The final experiment shows that DeepGestalt achieved 91% top 10 accuracy in determining the correct syndrome in 502 different images. The study in [14] proposed an automated facial identification system that trained on images of 127 Noonan syndrome (NS) patients, 163 healthy children, and 130 children with other dysmorphic syndromes. Thirty-seven NS patients were recruited from Guangdong Provincial People’s Hospital. A CNN framework with an additive angular margin (ArcFace) loss function was built. Two traditional machine learning methods and a CNN with a cross-entropy loss function were also implemented. Transfer learning and data augmentation were utilized in the training phase. The identification performance was evaluated by five-fold cross-validation. A comparison of the proposed method, the two traditional machine learning methods, and six clinicians was achieved.

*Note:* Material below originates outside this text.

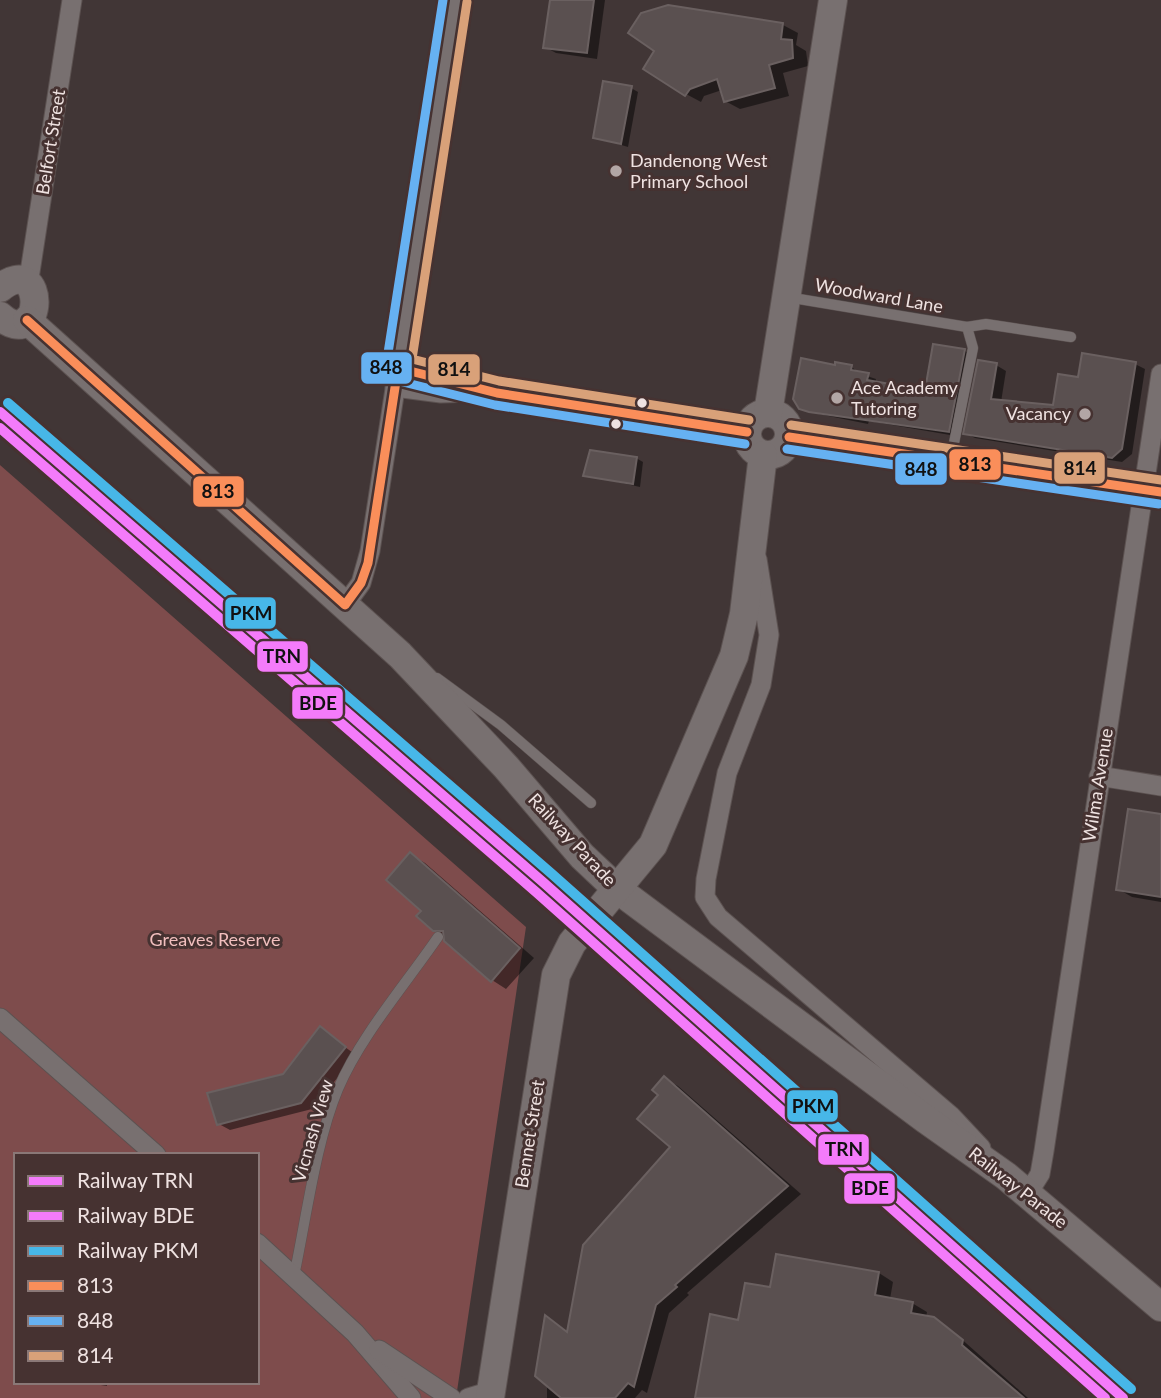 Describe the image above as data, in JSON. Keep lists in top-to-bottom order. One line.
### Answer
{"streets":{"main road":["Railway Parade","Bennet Street"],"street":["Belfort Street","Wilma Avenue"],"lane":["Woodward Lane","Vicnash View"]},"crossings":[["Wilma Avenue","Railway Parade"],["Railway Parade","Bennet Street"]],"parks":["Greaves Reserve"],"places":["Dandenong West Primary School","Ace Academy Tutoring","Vacancy"],"lines":["transit line 848","transit line 814","transit line 813","rail line PKM","rail line TRN","rail line BDE"],"legend":["Railway TRN","Railway BDE","Railway PKM","813","848","814"]}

Results: When distinguishing NS patients from healthy individuals, the CNN-Arcface model accomplished an accuracy of 92%. Furthermore, a VGG16 screening scheme for the identification of genetic syndromes was proposed [15]. A group of 456 frontal facial images was curated from 228 children with genetic syndromes and 228 photos of healthy children in Guangdong Provincial People’s Hospital. The performance of the VGG-16 scheme was assessed by five-fold cross-validation. Also, a comparison of the VGG-16 scheme with five clinicians was executed. The proposed method achieved the highest accuracy of 88.60%, specificity of 91.24%, and recall of 85.97%. Mishima et al. [16] evaluated the effectiveness of the AI-powered facial recognition system, Face2Gene, in diagnosing congenital dysmorphic syndromes, such as Down syndrome, in a group of Japanese patients. Among the 74 patients in group one, who had a total of 47 different congenital dysmorphic disorders, facial recognition failed in four instances; out of the 70 patients who were successfully recognized by face recognition, between 13 and 21 had disorders that were not part of the training set of Face2Gene. Out of the remaining 49 individuals, the accurate syndrome was among the top 10 recommended diagnoses in 85.7% of cases. Within group two, which consisted of 34 individuals diagnosed with Down syndrome, the algorithm successfully identified Down syndrome as the most prominent condition for the face photos of the youngest subjects, spanning from newborns to 25-year-olds. From facial photos of patients of 20 years or older, Down syndrome was identified as the most prevalent or second most prevalent disorder in 82.2% and 100% of cases, respectively. The results suggest that the present iteration of Face2Gene is a good instrument for aiding clinical geneticists in prioritizing potential syndromes in Japanese patients. Nevertheless, the study proposes that augmenting the training dataset with a broader range of ethnic origins could improve the system’s performance.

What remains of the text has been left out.